O foco da apuração recai sobre possíveis fraudes sucessivas em procedimentos licitatórios, especialmente os Pregões Eletrônicos nº 112/2024 e nº 97/2025, bem como na execução do Contrato nº 02/2020 e seus inúmeros aditivos. Segundo os requerentes, a burla à legislação de licitações objetivava eternizar a contratação do grupo econômico liderado pela empresa Lemon Terceirização e Serviços Ltda e outras pessoas jurídicas associadas (como a Avlis Mão de Obra Especializada Ltda).

Por meio dessas empresas, os suspeitos contratariam pessoas indicadas por líderes da facção criminosa. Os recursos públicos destinados ao pagamento desses postos de trabalho terceirizados retornariam, então e em tese, aos líderes da organização e aos agentes políticos na forma de propina, configurando graves crimes de desvio de rendas públicas, fraude à licitação, lavagem de dinheiro e integração em organização criminosa.

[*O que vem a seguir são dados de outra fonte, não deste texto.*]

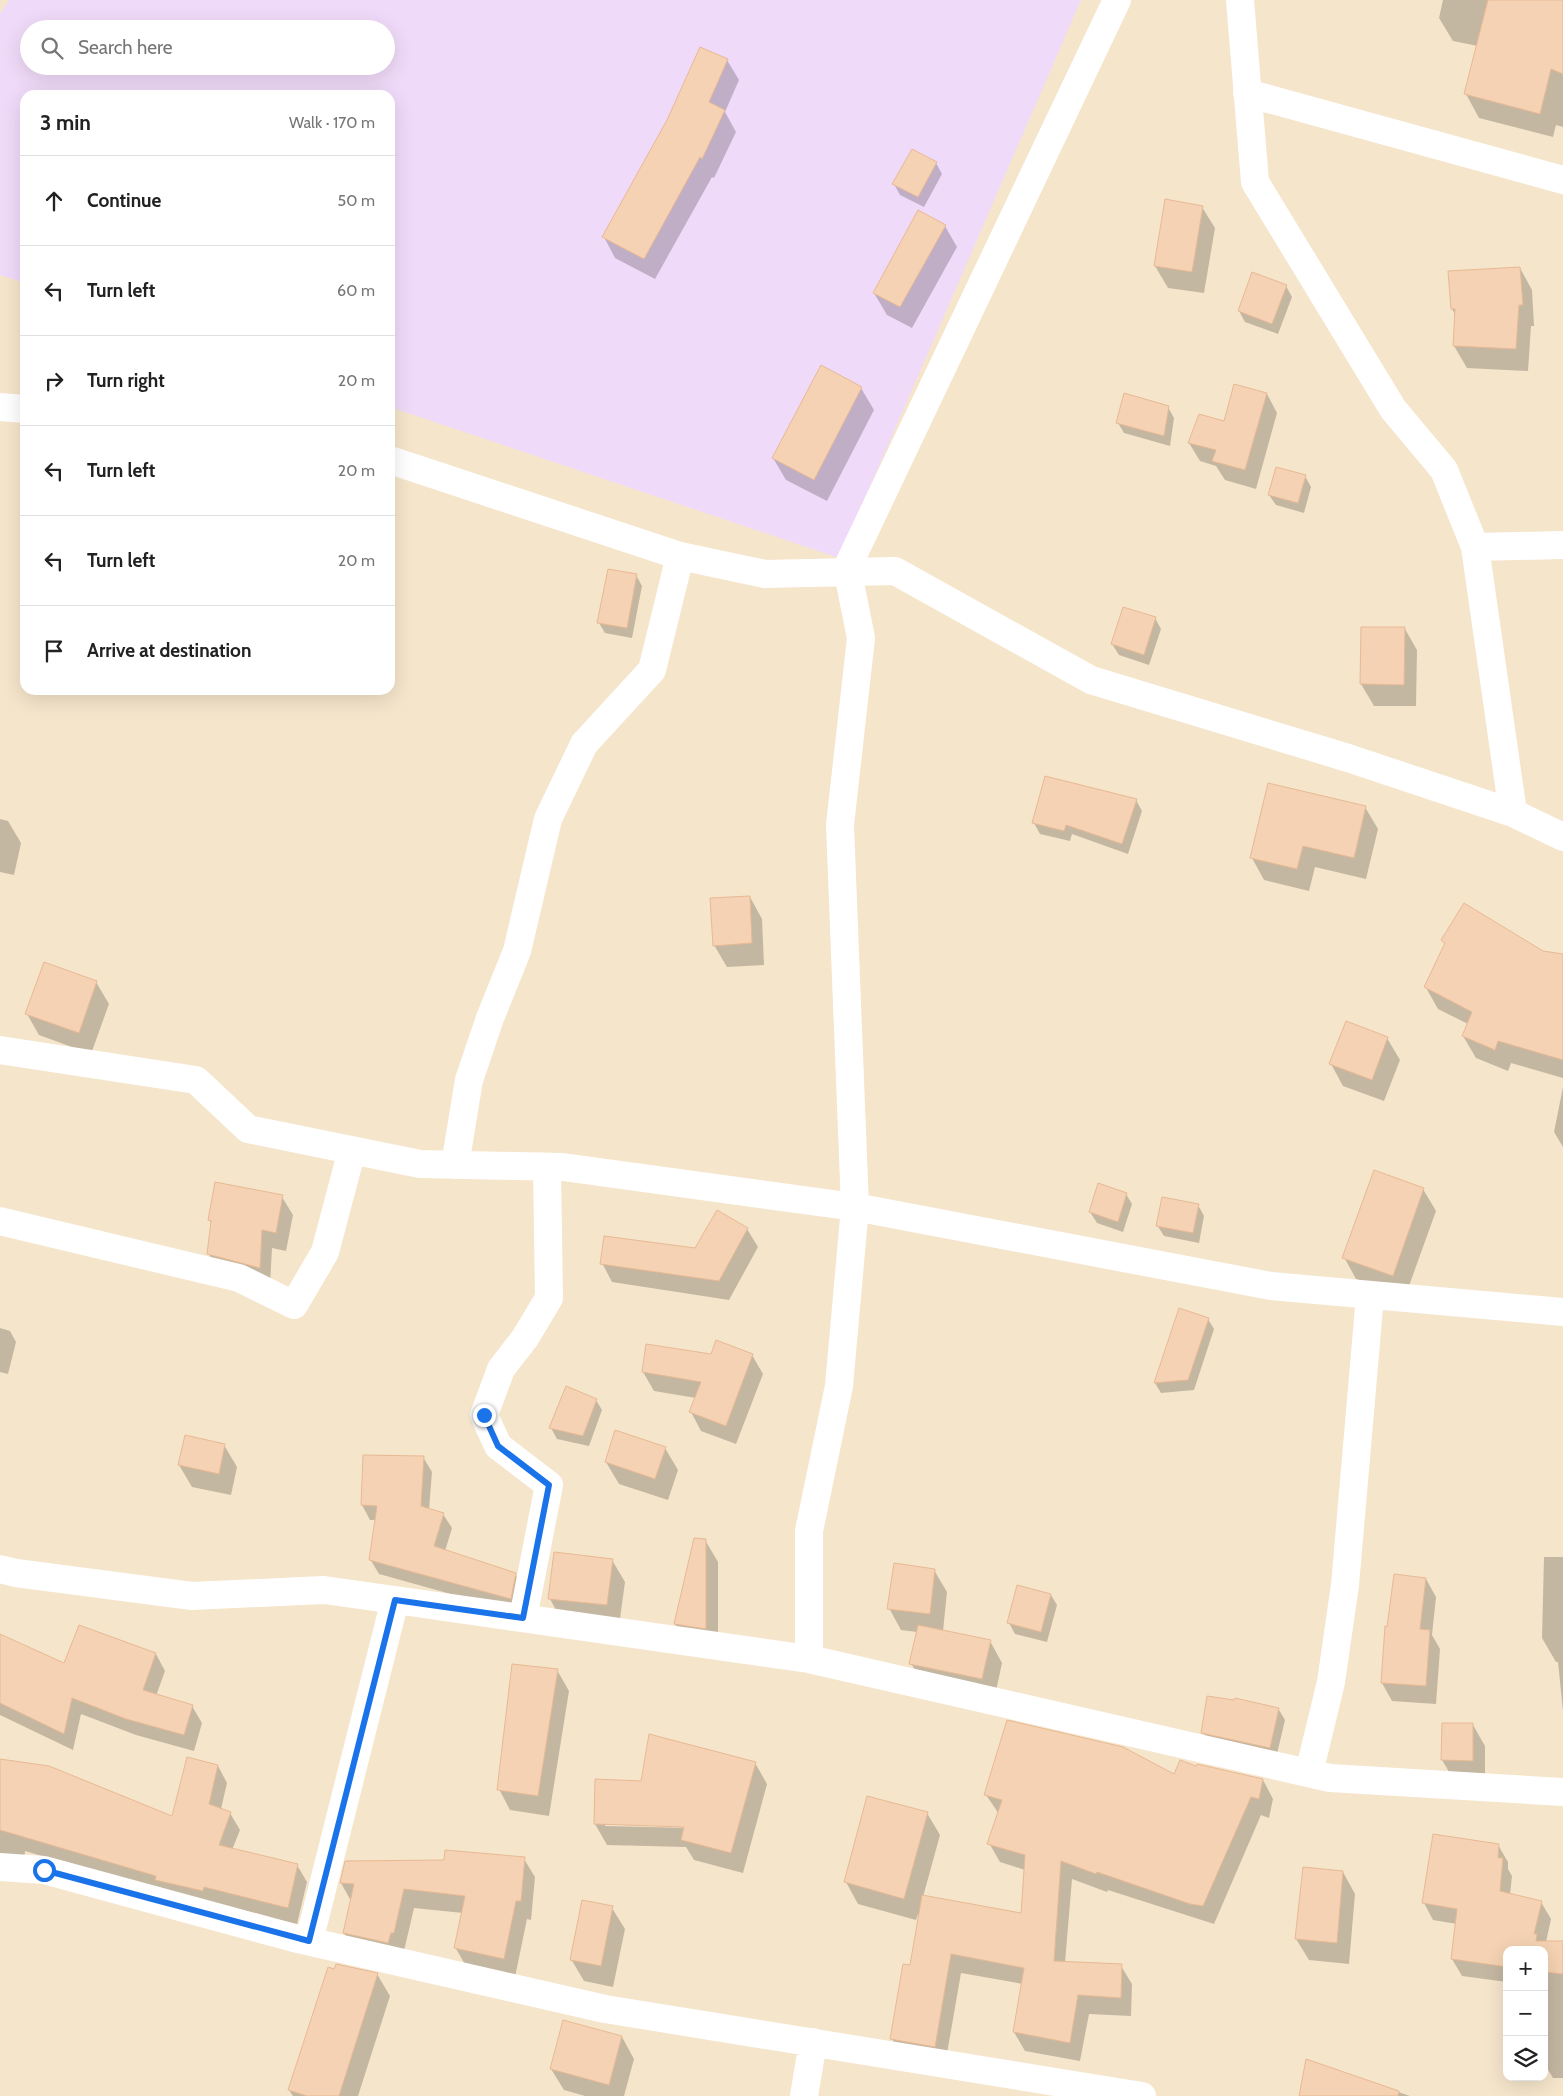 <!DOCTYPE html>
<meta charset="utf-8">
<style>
body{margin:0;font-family:Cabin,sans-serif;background:#f6f6f6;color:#222}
.controls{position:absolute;right:15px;bottom:15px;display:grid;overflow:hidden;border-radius:10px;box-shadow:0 5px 20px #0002}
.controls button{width:45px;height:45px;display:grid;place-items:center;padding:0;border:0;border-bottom:1px solid #e0e0e0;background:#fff;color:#222;font:25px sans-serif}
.stop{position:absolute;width:15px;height:15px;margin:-11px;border:4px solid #1a73e8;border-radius:50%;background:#fff}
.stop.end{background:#1a73e8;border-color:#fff;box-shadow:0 1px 5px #0008}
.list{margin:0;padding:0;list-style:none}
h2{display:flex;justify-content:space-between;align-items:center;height:65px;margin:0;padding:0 20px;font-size:21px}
h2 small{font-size:16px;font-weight:400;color:#767676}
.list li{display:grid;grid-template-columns:32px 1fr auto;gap:15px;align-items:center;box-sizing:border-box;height:90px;padding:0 20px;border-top:1px solid #e0e0e0}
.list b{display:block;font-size:19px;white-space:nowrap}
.list em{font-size:16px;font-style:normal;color:#767676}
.icon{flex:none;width:28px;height:28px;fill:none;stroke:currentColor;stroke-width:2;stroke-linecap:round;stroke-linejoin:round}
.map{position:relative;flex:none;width:1563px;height:2096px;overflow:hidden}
.search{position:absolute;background:#fff;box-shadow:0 5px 20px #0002;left:20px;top:20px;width:375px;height:55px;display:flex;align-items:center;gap:12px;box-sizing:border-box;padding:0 18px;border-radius:28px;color:#767676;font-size:19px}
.panel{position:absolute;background:#fff;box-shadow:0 5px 20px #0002;left:20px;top:90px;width:375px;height:605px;border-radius:15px}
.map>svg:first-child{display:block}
.residential{fill:#f5e5cb;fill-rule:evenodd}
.education{fill:#f0daf9;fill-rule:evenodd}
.shadow{fill:#0003;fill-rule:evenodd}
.building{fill:#f4d2b3;stroke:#e8b993}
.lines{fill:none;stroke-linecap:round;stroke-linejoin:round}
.street{stroke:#fff;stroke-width:28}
.route{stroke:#1a73e8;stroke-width:6}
</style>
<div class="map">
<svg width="1563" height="2096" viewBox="0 0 1563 2096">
<rect width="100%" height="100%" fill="#fef3dd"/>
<path class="residential" d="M0,0H1563V2096H0ZM29,29H386V66H29ZM25,95H390V690H25ZM1507,1950H1544V2077H1507Z"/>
<path class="education" d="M9,0H1081L839,558L390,407V95H25V283L0,275V14ZM29,29H386V66H29Z"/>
<path class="shadow" d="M1443,0H1559L1563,7V127L1556,125L1553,137L1479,118L1466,94L1478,46L1453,41L1439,18Z
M727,60L739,80L725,112L736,132L714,178L712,177L655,279L615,258L604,237Z
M936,163L942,174L924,207L900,195L894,184Z
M1202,207L1215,228L1204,293L1168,288L1155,266Z
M945,226L957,247L912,328L887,315L874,293Z
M1520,268L1532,290L1534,326H1531L1528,371L1467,368L1454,346L1456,316L1452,309Z
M1286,286L1292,297L1278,334L1245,322L1239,311Z
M1235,386L1267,394L1277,413L1256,489L1225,480L1216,466L1200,461L1189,443L1225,423Z
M861,388L874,410L827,501L786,480L773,458Z
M1168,407L1174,418L1170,446L1124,433L1118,423Z
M1305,476L1311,487L1304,513L1276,505L1269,495Z
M636,575L642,586L632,638L605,633L599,623Z
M1155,618L1161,629L1149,665L1119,655L1112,644Z
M1405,629L1417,650L1416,706H1374L1361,684Z
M1136,800L1142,811L1128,854L1072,834L1070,841L1040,834L1034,823Z
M1365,807L1378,829L1366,879L1315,867L1309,891L1264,880L1252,858Z
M0,819L8,821L21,843L14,875L0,872Z
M750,897L762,919L764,965L727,967L714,945Z
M1443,940L1563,955V1078L1511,1063L1508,1071L1476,1058L1463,1036L1468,1024L1438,1009L1425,986L1445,945Z
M96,982L109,1004L91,1054L39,1035L27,1014Z
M1387,1038L1400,1060L1384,1101L1343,1086L1331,1064Z
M1563,1087V1147L1554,1132Z
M1423,1189L1436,1211L1405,1297L1356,1279L1344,1257Z
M1126,1194L1132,1204L1123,1232L1097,1223L1090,1212Z
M282,1197L293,1215L286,1251L272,1248L270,1285L219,1272L209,1254L212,1224L209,1220Z
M1198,1205L1204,1216L1199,1243L1164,1236L1157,1225Z
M747,1229L758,1247L729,1300L612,1282L602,1263L696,1250Z
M1208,1319L1214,1329L1194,1390L1161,1393L1155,1383Z
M0,1328L10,1331L16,1342L8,1374L0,1372Z
M647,1345L712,1355H752L763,1374L736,1444L701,1431L691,1412L696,1398L654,1391L643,1372Z
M596,1400L602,1410L589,1446L557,1439L551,1428Z
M224,1445L237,1467L231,1495L192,1487L179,1465Z
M665,1448L678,1470L668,1500L619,1484L606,1462Z
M423,1457L432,1472L429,1510L443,1514L452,1528L445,1551L515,1574L524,1589L519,1613L379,1574L370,1559L376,1520H370L362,1505Z
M705,1540L718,1562V1650L688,1645L675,1624Z
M1544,1557H1563V1711L1558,1662H1556L1542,1638Z
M612,1560L625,1582L619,1626L562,1621L550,1599Z
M934,1570L947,1592L943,1631L990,1641L1002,1663L994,1700L923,1685L911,1663L917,1632L901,1630L889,1608Z
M1426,1579L1436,1597L1432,1635L1440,1649L1436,1704L1392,1701L1382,1683L1388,1628Z
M1051,1595L1057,1605L1047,1642L1015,1634L1009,1623Z
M79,1626L156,1654L165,1671L156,1696L192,1706L202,1723L194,1751L136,1735L81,1714L73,1750L0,1715V1635L64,1665Z
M557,1670L569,1691L549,1816L510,1810L499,1789Z
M1279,1710L1285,1720L1276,1758L1209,1743L1203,1732Z
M1473,1725L1485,1746V1782H1455L1442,1760Z
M0,1761L172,1817L218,1766L227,1783L221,1809L230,1813L240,1830L232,1850L297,1865L307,1882L297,1924L163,1892L25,1851L24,1861L0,1858Z
M755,1763L767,1784L743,1873L694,1860L686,1847L607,1845L595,1824L596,1781L642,1783ZM605,1823L690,1826V1828L605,1826Z
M1197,1767L1263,1780L1273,1799L1269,1818L1261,1815L1214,1924L1108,1890L1107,1892L1072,1879L1065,1963L1121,1966L1132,1984L1131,2016L1089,2014L1080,2061L1025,2051L1014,2032L1023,1984L961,1973L945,2065L903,2058L892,2039L911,1966L920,1915L918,1914L916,1920L858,1904L846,1882L927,1813L940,1835L923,1897L1022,1915L1025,1870L1000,1862L989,1843L999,1814L986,1795L1174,1775Z
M1498,1845L1508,1862V1869L1512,1876L1510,1895L1541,1902L1551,1919L1546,1942H1563V2078H1553L1544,2063V1950H1507V1982L1462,1976L1452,1959L1457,1924L1433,1920L1424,1903Z
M524,1859L535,1877L531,1920L527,1919L515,1977L466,1966L455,1947L463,1913L414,1908L404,1951L355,1952L344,1933L351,1901L341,1883Z
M1343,1872L1355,1894L1349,1964L1309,1960L1296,1939Z
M612,1908L625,1929L613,1987L584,1981L571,1959Z
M377,1974L390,1996L358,2096H293L289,2090Z
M622,2037L634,2059L624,2096H585L564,2090L551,2069Z
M1307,2061L1410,2096H1302Z"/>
<path class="building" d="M1488,0H1563V74L1551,69L1540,114L1464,94Z
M700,47L728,59L709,102L725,110L702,159L700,157L644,259L602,237L667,120Z
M912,149L937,162L918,197L892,184Z
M1165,199L1203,206L1192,272L1154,266Z
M918,210L946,225L900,307L873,293Z
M1520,267L1523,305H1519L1516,349L1453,346L1455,309H1451L1448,271Z
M1252,272L1287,285L1272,324L1238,311Z
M821,365L862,387L814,480L772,458Z
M1234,384L1267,393L1245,470L1212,461L1216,450L1188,443L1199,414L1224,421Z
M1124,393L1169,406L1164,436L1116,423Z
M1276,467L1306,475L1298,503L1268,495Z
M608,569L637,574L627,628L597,623Z
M1123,607L1156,617L1144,655L1111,644Z
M1361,627H1405L1404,685L1360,684Z
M1045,776L1137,799L1122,844L1066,825L1064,831L1032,823Z
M1268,783L1366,806L1354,858L1303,846L1297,869L1250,858Z
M750,896L752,943L713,946L710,898Z
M1464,903L1543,951L1563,954V1060L1498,1041L1495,1050L1462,1036L1472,1012L1424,987L1445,943L1441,940Z
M44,962L97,981L79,1033L25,1014Z
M1346,1021L1388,1037L1372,1080L1329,1064Z
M1374,1170L1424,1188L1393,1276L1342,1258Z
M215,1182L283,1195L276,1233L262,1230L260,1268L207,1254L211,1221L208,1220Z
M1098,1183L1127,1193L1118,1222L1089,1212Z
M1162,1197L1199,1204L1193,1233L1156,1226Z
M717,1210L748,1228L719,1281L600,1264L604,1236L695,1248Z
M1179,1308L1209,1318L1188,1380L1154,1383Z
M716,1340L753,1354L726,1426L689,1412L701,1382L642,1372L646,1344L711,1354Z
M566,1386L597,1399L583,1436L549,1428Z
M615,1430L666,1447L655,1479L605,1462Z
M185,1435L225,1444L219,1474L178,1465Z
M363,1455L424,1456L421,1506L444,1513L434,1546L516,1573L511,1599L369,1560L377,1506L361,1505Z
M694,1538L706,1539V1629L674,1624Z
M554,1552L613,1559L607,1605L548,1599Z
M894,1563L935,1569L930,1614L887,1609Z
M1394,1574L1426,1578L1420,1629L1430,1630L1426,1686L1381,1683L1385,1626L1387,1627Z
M1017,1585L1051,1594L1041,1632L1007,1623Z
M79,1625L156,1653L143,1690L193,1705L184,1735L126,1719L72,1698L64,1734L0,1703V1634L64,1663Z
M918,1625L991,1640L982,1679L909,1664Z
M512,1664L558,1669L538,1796L497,1790Z
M1207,1696L1234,1700L1235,1698L1279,1708L1270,1748L1201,1733Z
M1007,1720L1123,1747L1174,1774L1180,1760L1196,1766L1197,1764L1263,1779L1259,1799L1251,1797L1203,1906L1190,1904L1097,1872L1096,1874L1061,1861L1054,1961L1122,1964L1121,1998L1078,1995L1070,2043L1013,2032L1024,1968L951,1954L935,2047L890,2039L903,1964L910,1965L922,1895L1021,1913L1025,1855L987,1844L1002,1800L984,1795Z
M1442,1723H1473V1761L1441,1760Z
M649,1734L756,1762L731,1853L681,1840L684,1827L594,1824L595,1779L641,1781Z
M187,1757L218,1765L209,1804L231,1812L219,1845L298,1864L288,1908L204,1887L203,1891L155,1880L156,1876L0,1830V1759L49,1766L172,1816Z
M867,1796L928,1812L904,1899L844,1882Z
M1433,1834L1499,1844L1498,1858H1503L1500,1891L1542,1901L1534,1934H1537L1536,1941H1563V1974L1544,1972V1950H1507V1967L1451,1959L1457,1909L1422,1903Z
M445,1850L525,1857L521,1901H516L504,1959L454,1948L465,1896L404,1889L394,1933H391L388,1943L343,1933L354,1884L340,1883L345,1861L444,1860Z
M1303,1867L1343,1871L1337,1943L1295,1939Z
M582,1900L613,1906L601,1966L570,1960Z
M336,1964L378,1973L339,2096H307L288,2090L328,1967L334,1969Z
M563,2020L622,2036L609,2085L550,2069Z
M1306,2059L1399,2091L1398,2096H1299Z"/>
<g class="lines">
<path class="street" d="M1240,0L1255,182L1393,409L1444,470L1475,547L1513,813L1563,837
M1247,93L1563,180
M0,407L25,409
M390,460L680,556L765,574L895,571L1091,680L1348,758L1513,813
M1475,547L1563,545
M0,1050L196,1080L248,1129L420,1164L563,1167L855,1207L1271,1286L1563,1312
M455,1165L469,1080L490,1018L517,951L548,819L584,744L652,670L680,556
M0,1221L239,1278L294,1305L325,1252L352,1150
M0,1569L16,1573L192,1596L324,1590L395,1600L809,1659L1330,1778L1563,1792
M523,1618L549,1485L498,1446L484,1415L501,1369L525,1338L549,1298L547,1167
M809,1659V1531L839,1386L855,1207L840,825L861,638L847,568L1117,0
M1309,1773L1331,1682L1345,1585L1370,1296
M0,1867L44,1870L294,1938L605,2009L1142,2096
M309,1941L395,1600
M804,2096L813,2042"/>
</g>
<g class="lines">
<path class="route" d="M44,1870L309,1941L395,1600L523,1618L549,1485L498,1446L484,1415"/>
</g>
</svg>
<div class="controls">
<button>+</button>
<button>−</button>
<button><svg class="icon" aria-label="layers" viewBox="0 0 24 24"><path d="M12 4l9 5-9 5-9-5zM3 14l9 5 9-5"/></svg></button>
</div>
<div class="stop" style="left:44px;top:1870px"></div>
<div class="stop end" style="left:484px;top:1415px"></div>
<div class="search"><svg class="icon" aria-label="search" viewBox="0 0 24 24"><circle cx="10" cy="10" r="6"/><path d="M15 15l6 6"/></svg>Search here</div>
<section class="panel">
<h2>3 min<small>Walk · 170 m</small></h2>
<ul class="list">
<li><svg class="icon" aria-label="ahead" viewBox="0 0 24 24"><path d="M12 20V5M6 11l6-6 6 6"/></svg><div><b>Continue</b></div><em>50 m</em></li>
<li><svg class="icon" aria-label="left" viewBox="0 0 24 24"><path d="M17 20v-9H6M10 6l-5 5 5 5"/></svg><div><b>Turn left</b></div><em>60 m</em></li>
<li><svg class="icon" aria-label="right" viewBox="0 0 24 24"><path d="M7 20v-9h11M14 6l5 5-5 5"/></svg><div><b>Turn right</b></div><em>20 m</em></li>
<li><svg class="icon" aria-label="left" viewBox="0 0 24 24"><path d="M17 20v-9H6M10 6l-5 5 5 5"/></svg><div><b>Turn left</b></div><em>20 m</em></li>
<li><svg class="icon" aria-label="left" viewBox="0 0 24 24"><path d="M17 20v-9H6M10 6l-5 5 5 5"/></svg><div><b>Turn left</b></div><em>20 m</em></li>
<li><svg class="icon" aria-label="arrive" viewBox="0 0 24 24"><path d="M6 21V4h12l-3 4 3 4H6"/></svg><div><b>Arrive at destination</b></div></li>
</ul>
</section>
</div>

Esse cenário aponta para o suposto cometimento dos crimes de frustração do caráter competitivo de licitação (artigo 337-F do Código Penal), desvio de rendas públicas (artigo 1°, inciso I, do Decreto-Lei n° 201/1967), lavagem de dinheiro (artigo 1º da Lei n° 9.613/1998) e constituição ou financiamento de organização criminosa (artigo 2° da Lei nº 12.850/2013).

O desembargador Ricardo Vital determinou o afastamento das funções públicas do prefeito interino de Cabedelo, Edvaldo Manoel de Lima Neto; da secretária de Administração de Cabedelo, Josenilda Batista dos Santos e de servidores estratégicos.

“O afastamento dessas pessoas é medida rigorosa, porém estritamente proporcional para, cautelarmente, proteger o patrimônio de Cabedelo e garantir a coleta transparente das provas. Não há prazo predeterminado engessado para a medida, devendo perdurar enquanto subsistirem os motivos que a ensejaram”, destaca a decisão.

Também foi proibido o acesso às dependências da prefeitura das seguintes pessoas: Edvaldo Manoel de Lima Neto, Vitor Hugo Peixoto Castelliano, Rougger Xavier Guerra Junior, Diego Carvalho Martins, Cynthia Denize Silva Cordeiro, Tanison da Silva Santos e Cláudio Fernandes de Lima Monteiro.

“O pedido de proibição de acesso e frequência às dependências da prefeitura de Cabedelo e de suas Secretarias é absolutamente necessário não apenas para os quatro suspeitos suspensos, mas também para os demais que exercem forte influência política e jurídica no município”, diz o desembargador em sua decisão.